Le trajet pour se rendre à
Cedar Breaks est très plaisant, on traverse la
Dixie National Forest. De temps à autre, on aperçoit des coulées de laves bien noires. D’ailleurs, l’une d’entre elles a barré une vallée et a créé le superbe
Navajo Lake.
Nous arrivons donc vers midi dans ce parc et immédiatement nous sommes contrôlés par la ranger assise dans sa cabane à l’entrée du chemin menant au Visitor Center.

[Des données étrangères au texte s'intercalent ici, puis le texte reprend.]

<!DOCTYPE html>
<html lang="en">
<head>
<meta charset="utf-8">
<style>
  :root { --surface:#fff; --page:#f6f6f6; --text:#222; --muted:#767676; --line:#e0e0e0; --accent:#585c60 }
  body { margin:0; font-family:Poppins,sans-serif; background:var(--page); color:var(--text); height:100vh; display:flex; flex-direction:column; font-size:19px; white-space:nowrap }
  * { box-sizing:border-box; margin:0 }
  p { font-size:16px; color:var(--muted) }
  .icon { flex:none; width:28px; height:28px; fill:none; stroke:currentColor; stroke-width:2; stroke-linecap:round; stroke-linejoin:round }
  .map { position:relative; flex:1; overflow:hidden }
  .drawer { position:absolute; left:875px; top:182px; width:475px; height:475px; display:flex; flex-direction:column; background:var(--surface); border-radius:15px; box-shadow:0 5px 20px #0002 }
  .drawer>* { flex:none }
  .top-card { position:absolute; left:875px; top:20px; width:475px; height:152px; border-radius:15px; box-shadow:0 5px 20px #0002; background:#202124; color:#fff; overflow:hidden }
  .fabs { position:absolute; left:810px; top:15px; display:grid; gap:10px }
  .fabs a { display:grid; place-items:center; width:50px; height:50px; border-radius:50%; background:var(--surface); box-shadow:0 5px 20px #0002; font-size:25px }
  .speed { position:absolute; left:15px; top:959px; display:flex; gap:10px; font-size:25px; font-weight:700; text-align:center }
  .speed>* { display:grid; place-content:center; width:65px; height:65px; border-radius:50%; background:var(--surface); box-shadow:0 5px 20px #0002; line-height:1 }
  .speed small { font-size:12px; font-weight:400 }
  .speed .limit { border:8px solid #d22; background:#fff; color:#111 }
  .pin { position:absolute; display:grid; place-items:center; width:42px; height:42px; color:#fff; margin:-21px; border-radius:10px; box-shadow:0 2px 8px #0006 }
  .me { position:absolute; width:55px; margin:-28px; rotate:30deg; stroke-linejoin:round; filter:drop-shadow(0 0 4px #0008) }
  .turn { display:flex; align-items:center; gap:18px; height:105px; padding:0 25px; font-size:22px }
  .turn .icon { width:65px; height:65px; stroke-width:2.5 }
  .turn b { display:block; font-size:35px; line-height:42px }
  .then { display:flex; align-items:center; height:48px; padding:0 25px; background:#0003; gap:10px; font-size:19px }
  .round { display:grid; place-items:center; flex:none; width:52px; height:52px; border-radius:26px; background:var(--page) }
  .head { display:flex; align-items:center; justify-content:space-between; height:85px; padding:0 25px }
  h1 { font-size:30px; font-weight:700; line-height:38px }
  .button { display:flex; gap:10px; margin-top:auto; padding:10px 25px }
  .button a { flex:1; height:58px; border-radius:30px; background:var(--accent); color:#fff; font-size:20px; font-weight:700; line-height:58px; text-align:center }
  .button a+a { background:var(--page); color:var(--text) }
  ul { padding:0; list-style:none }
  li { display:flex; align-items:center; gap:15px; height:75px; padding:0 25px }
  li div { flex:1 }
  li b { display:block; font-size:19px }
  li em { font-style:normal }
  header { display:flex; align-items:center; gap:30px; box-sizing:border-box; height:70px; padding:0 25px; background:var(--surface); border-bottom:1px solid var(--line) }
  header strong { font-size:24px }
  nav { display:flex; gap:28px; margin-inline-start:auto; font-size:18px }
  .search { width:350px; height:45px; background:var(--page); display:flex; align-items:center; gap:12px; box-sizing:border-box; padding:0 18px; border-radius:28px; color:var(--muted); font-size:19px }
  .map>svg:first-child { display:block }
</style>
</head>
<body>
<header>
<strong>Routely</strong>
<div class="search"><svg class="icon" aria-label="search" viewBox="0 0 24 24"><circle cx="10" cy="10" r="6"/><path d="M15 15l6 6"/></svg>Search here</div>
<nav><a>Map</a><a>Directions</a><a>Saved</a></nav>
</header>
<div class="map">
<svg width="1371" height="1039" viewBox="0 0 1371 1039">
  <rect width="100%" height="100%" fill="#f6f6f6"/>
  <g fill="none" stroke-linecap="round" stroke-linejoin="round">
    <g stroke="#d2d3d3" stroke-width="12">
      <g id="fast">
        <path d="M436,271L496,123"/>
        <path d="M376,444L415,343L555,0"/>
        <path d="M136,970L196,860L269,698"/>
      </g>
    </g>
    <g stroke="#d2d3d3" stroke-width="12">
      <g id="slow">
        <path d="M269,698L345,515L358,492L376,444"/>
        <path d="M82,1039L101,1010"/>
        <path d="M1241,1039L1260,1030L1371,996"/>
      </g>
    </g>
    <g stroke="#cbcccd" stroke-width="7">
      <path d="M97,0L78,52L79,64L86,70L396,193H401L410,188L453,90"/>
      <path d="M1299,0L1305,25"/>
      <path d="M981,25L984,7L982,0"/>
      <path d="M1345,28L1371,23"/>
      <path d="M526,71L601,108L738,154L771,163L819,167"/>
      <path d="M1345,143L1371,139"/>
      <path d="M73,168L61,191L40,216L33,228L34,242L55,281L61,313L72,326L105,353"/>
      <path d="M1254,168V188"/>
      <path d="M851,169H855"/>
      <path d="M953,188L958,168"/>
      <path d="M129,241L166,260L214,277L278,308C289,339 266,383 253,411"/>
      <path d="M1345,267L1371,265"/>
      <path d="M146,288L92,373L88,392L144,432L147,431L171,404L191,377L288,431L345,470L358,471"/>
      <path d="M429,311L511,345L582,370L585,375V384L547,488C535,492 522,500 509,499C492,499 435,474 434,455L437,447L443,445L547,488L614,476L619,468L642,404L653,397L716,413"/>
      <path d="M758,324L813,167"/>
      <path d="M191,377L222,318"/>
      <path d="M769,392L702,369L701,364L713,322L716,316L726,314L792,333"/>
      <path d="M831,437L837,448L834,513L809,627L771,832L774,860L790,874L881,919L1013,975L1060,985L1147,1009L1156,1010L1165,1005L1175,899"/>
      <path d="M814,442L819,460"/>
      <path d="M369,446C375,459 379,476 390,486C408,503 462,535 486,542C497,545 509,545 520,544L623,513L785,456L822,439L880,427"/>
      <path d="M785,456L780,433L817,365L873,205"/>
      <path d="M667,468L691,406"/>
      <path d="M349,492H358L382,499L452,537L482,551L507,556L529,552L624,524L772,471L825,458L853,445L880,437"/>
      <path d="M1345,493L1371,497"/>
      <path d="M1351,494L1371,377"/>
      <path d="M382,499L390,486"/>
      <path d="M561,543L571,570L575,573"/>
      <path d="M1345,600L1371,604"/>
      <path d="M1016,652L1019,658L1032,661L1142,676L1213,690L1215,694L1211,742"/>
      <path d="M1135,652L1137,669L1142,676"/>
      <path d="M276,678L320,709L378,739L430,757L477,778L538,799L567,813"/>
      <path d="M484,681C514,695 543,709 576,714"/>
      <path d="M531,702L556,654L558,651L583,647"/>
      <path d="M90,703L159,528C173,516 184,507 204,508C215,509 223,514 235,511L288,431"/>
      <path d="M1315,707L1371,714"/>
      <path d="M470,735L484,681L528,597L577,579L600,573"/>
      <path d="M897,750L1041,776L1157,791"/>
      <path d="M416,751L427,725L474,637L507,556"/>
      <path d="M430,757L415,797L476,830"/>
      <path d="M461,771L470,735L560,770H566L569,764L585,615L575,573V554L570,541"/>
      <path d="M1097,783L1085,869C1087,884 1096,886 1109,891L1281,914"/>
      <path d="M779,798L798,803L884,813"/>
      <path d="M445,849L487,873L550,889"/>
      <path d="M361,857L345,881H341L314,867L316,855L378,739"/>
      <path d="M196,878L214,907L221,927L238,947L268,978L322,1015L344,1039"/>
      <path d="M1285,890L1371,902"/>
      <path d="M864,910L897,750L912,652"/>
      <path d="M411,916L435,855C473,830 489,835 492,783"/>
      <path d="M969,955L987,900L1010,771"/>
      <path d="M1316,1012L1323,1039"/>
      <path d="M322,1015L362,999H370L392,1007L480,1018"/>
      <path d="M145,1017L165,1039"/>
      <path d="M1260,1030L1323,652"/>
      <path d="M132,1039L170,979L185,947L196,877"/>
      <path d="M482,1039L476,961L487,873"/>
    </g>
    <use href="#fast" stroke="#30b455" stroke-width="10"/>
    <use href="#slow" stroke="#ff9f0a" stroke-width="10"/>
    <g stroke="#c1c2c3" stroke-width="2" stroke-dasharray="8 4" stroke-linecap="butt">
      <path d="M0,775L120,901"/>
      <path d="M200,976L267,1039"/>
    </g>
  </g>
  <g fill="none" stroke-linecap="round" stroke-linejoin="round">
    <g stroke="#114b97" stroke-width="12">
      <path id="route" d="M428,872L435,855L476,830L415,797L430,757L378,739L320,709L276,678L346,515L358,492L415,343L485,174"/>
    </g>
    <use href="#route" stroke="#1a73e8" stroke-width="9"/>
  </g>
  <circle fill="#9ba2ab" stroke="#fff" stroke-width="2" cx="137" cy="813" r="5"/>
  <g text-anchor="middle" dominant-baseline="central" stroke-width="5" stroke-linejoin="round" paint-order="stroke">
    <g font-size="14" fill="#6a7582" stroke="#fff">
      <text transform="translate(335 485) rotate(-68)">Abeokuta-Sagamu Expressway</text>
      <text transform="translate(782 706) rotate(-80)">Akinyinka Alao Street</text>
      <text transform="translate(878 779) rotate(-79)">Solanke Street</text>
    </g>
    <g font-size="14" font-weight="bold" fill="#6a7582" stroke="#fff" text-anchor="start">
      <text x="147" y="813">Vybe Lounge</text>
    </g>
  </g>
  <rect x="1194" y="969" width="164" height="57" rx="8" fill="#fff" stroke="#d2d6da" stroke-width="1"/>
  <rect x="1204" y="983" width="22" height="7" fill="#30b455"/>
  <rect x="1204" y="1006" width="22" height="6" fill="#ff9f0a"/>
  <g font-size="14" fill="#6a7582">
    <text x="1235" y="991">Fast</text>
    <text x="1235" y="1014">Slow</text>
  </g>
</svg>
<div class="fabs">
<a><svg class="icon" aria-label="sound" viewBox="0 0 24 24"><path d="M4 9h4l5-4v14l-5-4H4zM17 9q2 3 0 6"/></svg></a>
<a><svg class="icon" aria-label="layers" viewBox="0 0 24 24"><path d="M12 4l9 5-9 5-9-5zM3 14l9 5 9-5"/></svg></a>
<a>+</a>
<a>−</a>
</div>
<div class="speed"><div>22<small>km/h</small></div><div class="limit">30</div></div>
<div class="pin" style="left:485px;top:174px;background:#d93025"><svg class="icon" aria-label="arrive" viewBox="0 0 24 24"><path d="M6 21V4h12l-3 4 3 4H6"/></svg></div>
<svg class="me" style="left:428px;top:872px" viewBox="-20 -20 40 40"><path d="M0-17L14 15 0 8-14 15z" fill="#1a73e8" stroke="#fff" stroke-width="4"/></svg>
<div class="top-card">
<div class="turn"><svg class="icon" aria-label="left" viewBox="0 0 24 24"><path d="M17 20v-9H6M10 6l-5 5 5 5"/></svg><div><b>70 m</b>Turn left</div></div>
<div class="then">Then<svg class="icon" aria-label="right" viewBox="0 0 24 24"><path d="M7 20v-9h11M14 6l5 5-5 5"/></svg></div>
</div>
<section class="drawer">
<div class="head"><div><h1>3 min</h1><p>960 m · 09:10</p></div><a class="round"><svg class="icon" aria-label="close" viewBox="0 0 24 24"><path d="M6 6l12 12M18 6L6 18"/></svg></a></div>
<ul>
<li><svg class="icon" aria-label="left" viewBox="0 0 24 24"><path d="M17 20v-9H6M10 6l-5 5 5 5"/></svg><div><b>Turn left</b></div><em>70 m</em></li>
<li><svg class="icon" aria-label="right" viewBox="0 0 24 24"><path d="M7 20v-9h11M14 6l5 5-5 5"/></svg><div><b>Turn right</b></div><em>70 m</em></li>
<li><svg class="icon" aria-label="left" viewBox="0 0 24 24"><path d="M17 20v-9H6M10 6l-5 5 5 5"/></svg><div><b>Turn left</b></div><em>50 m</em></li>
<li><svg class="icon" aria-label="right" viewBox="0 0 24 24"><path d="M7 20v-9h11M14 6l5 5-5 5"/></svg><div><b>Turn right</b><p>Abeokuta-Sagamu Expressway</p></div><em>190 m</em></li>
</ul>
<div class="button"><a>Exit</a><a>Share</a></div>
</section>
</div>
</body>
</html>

Cette année, nous avons du systématiquement présenter notre pass et un ID, en l’occurrence un passeport. Je pense que le NPS a eu vent de cessions du
Pass America the Beautiful et fait vérifier par ses rangers qu’au moins la signature sur le pass correspond à celle de l’ID fourni.
Nous avons assisté à 14h à la conférence du ranger sur la géologie, la géomorphologie et le climat du parc. Le ranger n’a pas fait trop d’effort pour se faire comprendre, y compris par les américains.
Une fois libérés, nous avons effectué le
Ramparts trail. Puis nous nous sommes rendus successivement aux 3 points de vue (
Sunset view,
Chessmen Ridge overlook et
North view) que tu retrouveras sans peine sur la carte du parc.
Le 2° point de vue est le plus spectaculaire.
A chaque overlook, nous y retrouvions 2 couples d’américains avec lesquels nous avons entamé une discussion animée sur le fait d’être américain. Bien nous en a pris de nous déclarer français, car ces 4 touristes nous avaient d’abord pris pour des anglais, peuple qu’ils n’appréciaient pas beaucoup à la suite des ravages causées par ces derniers lors de la guerre d’indépendance.
Nous avons eu la surprise de voir arriver une femme habillé à la
Caroline Ingalls avec 9 enfants tous blonds comme les blés, puis une deuxième accompagnée de sa progéniture, une troisième dans les mêmes dispositions et enfin une quatrième. Vint enfin un gars bien baraqué que nous supposâmes être le père de ces 27 enfants.
Ayant fait la supposition que tous ces gens devaient être mormons, nous fûmes détrompés par les touristes américains qui nous ont affirmé que la polygamie était maintenant interdite par cette église.
Il n’en reste pas moins que toute cette assemblée de blonds américains type suédois habillés comme au XIX siècle reste un souvenir marquant de notre voyage. Ajoutons que les petites filles étaient en robe longue et que leurs frères portaient jeans, bottes et chapeaux de cow boys.
Revenons au paysage, il est moins spectaculaire que celui de
Bryce par les dimensions et par le fait que l’on ne peut descendre dans les canyons.
Cependant, l’altitude et la fraicheur à cette période de l'année nous l'a rendu plus sauvage et plus austère. C’est d’ailleurs le seul endroit où l’effort de randonner nous a couté car nous manquions de souffle.
J'ai d'autres anecdotes mais ils concernent en particulier les
Indian territories où je me suis égaré cherchant une route que j'ai fini par trouver.
Mais ceci est une autre histoire.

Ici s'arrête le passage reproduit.